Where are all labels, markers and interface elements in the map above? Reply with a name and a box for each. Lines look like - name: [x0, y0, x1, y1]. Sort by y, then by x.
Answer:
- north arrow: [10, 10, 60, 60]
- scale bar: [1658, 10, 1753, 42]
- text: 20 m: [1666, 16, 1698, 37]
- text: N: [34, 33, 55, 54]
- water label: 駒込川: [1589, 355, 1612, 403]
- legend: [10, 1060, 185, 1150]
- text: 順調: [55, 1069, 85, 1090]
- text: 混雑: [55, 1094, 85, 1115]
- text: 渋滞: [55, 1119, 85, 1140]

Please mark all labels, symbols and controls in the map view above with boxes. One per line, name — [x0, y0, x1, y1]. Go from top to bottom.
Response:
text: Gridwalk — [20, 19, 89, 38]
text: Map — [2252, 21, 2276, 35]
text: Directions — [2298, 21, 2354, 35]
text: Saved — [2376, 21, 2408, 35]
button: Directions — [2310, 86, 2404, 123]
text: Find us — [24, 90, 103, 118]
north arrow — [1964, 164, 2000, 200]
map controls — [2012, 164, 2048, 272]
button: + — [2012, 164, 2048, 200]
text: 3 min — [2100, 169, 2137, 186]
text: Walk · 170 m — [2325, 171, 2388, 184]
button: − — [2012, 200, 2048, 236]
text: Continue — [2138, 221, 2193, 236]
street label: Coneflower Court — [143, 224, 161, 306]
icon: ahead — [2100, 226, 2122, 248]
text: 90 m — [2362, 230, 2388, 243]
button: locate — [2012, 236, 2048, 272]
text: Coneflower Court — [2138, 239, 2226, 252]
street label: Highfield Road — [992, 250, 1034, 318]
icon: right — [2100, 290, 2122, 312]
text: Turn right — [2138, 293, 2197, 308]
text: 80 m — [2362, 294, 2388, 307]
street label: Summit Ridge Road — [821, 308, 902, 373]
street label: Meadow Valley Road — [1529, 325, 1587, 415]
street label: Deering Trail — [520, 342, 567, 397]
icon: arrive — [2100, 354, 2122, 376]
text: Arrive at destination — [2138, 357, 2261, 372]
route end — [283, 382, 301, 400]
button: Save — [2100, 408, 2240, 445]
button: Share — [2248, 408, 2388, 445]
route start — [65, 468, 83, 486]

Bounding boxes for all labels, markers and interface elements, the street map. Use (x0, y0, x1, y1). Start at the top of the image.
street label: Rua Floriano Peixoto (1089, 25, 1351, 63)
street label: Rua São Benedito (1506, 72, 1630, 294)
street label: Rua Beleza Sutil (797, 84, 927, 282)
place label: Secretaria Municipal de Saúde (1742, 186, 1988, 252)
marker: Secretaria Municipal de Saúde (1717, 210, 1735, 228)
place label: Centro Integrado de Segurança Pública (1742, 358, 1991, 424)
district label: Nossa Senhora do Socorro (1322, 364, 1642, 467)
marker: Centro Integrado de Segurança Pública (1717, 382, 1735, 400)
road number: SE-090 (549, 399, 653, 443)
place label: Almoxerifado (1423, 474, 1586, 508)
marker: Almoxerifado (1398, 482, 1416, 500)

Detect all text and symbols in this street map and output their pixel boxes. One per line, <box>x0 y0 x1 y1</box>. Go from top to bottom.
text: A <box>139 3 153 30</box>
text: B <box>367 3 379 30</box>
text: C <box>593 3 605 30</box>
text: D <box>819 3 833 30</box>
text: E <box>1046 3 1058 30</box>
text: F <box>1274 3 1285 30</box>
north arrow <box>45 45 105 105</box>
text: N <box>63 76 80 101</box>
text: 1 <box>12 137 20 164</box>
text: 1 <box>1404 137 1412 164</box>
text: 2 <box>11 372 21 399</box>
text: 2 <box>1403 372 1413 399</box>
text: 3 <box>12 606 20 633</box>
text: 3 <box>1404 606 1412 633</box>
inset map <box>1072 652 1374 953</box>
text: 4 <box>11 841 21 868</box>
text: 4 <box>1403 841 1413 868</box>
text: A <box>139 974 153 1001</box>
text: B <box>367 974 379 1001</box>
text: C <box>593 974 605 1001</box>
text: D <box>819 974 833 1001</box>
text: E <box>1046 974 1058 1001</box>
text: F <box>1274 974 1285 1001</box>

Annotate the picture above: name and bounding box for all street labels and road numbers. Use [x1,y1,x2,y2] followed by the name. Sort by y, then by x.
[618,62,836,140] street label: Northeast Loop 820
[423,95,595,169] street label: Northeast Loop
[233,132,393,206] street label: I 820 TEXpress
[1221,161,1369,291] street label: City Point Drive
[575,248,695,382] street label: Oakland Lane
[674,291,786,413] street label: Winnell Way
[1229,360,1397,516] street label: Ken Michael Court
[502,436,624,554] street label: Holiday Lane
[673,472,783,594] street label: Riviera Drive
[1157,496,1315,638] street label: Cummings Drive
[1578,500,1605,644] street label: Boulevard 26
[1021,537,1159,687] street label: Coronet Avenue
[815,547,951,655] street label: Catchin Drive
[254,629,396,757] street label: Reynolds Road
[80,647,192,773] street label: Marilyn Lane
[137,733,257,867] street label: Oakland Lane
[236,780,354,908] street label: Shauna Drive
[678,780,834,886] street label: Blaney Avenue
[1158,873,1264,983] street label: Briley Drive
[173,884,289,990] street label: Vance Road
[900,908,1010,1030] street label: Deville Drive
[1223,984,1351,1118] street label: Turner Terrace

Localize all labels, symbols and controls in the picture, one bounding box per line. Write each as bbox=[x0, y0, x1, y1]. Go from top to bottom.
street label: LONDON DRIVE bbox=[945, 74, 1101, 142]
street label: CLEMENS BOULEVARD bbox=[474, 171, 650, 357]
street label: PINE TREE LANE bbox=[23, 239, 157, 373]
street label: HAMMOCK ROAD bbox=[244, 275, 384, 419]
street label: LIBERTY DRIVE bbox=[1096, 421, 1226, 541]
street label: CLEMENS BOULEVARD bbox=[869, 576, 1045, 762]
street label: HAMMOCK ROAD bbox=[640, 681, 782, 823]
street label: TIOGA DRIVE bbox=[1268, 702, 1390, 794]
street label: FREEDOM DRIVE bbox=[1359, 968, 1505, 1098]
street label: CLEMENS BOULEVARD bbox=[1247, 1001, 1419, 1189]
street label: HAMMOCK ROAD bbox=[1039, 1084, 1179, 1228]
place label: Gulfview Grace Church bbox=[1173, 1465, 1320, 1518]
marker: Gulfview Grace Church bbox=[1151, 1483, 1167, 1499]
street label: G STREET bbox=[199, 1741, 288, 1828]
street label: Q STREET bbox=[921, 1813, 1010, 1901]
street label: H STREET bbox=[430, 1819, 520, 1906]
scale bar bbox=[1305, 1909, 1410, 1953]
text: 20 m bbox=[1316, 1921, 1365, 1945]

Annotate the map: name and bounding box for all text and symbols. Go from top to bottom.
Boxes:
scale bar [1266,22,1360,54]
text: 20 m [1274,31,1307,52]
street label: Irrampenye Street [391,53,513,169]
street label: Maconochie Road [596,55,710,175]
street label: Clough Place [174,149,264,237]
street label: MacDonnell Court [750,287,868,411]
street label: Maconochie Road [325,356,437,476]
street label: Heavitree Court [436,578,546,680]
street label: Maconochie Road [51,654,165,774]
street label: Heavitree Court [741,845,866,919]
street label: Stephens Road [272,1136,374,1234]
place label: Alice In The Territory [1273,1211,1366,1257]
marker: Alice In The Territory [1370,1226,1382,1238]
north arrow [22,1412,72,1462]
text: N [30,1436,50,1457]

# # #

» **Brief**
Search the entries above for the word "with" and copy each line where it appears.

» **Output below**
Where are all labels, markers and interface elements in the map above? Reply with a name and a box for each. Lines look like - name: [x0, y0, x1, y1]. Sort by y, then by x.
Please mark all labels, symbols and controls in the map view above with boxes. One per line, name — [x0, y0, x1, y1]. Go from top to bottom.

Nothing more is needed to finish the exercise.